## Excerpts from a dataset
-=-=-=-=-
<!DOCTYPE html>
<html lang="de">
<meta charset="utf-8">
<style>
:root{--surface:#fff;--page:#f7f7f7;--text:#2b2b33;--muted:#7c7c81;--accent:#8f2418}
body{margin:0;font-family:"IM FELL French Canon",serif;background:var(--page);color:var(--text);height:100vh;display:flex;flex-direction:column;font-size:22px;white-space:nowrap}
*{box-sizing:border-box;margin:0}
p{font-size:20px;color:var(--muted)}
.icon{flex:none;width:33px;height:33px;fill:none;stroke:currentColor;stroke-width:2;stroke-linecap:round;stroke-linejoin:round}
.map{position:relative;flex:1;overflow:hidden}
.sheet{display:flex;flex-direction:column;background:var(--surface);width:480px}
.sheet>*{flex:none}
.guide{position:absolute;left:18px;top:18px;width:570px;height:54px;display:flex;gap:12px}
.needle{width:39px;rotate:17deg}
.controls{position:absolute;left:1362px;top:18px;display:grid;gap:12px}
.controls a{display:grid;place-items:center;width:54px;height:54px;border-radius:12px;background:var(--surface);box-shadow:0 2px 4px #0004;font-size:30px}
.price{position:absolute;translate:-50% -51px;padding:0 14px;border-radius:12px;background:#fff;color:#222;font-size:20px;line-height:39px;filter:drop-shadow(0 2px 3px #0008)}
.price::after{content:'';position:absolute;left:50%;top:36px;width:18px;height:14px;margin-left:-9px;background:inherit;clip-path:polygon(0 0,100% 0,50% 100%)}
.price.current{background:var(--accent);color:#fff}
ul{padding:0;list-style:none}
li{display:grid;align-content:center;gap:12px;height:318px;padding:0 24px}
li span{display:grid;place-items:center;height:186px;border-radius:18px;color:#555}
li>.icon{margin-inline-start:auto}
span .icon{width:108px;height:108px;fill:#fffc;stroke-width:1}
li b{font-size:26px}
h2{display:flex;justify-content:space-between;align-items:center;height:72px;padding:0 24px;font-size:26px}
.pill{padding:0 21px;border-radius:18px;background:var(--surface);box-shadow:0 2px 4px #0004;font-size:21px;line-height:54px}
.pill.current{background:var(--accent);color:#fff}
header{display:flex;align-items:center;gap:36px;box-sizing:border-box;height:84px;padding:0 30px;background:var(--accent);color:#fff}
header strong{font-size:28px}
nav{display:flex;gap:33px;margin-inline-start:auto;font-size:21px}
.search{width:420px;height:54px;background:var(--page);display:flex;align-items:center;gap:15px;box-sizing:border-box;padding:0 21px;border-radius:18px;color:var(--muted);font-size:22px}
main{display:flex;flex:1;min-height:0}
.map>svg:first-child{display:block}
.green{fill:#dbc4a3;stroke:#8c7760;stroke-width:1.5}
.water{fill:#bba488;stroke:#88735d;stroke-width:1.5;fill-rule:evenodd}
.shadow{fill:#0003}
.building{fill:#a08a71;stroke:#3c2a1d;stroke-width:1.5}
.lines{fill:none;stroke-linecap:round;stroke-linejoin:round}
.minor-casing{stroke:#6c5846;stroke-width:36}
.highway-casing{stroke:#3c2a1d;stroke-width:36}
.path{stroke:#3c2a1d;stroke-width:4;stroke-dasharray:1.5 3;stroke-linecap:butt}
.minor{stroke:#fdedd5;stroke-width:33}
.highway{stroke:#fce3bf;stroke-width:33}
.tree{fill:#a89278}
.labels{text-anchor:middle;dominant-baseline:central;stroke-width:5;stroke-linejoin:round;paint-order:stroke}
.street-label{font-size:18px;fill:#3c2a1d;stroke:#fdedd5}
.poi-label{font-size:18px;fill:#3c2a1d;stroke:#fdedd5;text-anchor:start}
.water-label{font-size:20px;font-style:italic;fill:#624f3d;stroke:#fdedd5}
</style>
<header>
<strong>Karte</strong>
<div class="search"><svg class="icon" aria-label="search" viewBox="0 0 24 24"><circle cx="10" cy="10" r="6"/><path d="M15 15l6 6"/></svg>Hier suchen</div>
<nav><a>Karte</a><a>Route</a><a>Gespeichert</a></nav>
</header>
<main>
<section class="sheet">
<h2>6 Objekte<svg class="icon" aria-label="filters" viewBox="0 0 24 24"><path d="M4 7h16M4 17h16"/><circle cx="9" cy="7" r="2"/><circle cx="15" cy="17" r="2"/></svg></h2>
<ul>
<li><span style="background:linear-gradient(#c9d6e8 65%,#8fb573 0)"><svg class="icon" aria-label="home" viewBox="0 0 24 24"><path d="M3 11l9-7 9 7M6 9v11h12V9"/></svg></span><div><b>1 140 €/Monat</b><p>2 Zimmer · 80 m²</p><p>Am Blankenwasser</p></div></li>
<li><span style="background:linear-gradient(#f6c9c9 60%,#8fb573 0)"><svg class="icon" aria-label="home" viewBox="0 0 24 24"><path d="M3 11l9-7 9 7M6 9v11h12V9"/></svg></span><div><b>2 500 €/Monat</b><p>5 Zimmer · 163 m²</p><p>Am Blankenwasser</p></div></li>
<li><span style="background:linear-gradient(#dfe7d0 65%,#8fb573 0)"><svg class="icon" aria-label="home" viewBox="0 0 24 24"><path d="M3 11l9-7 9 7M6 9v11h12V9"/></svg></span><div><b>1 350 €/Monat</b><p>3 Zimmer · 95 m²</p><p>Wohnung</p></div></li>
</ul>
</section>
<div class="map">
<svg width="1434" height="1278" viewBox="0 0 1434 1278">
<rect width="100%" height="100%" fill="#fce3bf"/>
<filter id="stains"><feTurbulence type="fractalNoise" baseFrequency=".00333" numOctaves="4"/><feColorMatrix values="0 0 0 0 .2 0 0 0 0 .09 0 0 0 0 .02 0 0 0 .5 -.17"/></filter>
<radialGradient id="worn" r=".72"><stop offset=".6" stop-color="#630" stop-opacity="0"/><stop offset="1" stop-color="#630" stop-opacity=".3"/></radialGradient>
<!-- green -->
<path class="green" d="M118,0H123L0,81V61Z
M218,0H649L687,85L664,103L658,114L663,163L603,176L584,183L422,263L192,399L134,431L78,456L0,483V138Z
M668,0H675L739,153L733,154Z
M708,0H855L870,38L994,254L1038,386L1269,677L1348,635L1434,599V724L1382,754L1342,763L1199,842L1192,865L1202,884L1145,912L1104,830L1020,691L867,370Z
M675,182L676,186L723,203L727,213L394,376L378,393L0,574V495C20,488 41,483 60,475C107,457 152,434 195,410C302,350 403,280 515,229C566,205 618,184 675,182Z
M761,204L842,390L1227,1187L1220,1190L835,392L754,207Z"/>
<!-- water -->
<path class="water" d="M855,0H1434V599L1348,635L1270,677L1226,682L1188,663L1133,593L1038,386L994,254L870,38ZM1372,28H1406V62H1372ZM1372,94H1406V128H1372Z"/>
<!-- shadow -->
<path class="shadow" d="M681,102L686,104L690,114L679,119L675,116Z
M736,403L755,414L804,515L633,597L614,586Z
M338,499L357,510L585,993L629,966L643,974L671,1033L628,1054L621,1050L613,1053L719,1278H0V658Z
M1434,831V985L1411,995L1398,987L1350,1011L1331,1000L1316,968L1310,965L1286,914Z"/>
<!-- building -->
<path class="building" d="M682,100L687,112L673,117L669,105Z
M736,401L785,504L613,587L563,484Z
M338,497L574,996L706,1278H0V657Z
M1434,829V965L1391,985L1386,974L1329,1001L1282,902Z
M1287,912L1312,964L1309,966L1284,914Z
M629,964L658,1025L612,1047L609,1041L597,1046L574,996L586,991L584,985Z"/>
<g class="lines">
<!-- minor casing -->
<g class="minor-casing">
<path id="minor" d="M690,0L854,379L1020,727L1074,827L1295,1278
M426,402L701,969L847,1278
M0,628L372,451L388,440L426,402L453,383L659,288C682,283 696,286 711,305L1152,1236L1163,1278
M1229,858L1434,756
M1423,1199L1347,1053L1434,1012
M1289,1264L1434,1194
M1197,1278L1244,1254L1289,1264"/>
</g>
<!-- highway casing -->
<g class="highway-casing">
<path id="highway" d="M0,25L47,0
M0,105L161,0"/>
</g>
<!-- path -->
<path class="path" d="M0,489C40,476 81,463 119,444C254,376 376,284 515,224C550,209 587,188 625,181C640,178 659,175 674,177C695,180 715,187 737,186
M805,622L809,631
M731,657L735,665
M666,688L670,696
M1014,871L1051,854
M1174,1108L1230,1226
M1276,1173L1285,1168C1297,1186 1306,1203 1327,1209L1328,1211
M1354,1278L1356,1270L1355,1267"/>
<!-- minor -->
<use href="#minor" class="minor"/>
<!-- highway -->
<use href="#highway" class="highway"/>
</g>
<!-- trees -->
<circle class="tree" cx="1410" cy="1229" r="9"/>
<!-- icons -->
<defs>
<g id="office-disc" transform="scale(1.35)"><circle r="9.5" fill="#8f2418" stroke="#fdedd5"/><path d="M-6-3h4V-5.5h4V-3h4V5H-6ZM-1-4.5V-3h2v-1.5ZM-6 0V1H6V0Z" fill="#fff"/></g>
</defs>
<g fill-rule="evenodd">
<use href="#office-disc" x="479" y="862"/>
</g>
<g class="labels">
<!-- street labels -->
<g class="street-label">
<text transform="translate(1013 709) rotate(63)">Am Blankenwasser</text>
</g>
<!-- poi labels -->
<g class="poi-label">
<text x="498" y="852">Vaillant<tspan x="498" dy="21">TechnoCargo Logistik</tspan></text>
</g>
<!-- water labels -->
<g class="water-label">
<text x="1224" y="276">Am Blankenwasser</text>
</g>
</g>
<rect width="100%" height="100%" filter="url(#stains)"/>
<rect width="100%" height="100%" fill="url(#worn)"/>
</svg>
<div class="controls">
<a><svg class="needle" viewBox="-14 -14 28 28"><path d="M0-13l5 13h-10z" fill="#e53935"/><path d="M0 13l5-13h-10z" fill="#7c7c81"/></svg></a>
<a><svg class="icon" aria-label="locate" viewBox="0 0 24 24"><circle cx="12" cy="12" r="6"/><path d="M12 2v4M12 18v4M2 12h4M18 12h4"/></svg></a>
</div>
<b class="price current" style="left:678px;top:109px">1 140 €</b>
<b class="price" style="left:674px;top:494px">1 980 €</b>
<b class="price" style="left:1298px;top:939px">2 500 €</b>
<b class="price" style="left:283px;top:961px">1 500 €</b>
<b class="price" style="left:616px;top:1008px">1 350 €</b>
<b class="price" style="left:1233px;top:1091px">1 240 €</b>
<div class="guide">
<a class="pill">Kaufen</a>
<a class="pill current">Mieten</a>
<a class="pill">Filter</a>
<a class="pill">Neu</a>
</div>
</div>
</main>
-=-=-=-=-
## EXERCISE DETAILS
Gather each line from the entries above that includes the word "href".

## SOLUTION FOR THIS PROBLEM
<use href="#minor" class="minor"/>
<use href="#highway" class="highway"/>
<use href="#office-disc" x="479" y="862"/>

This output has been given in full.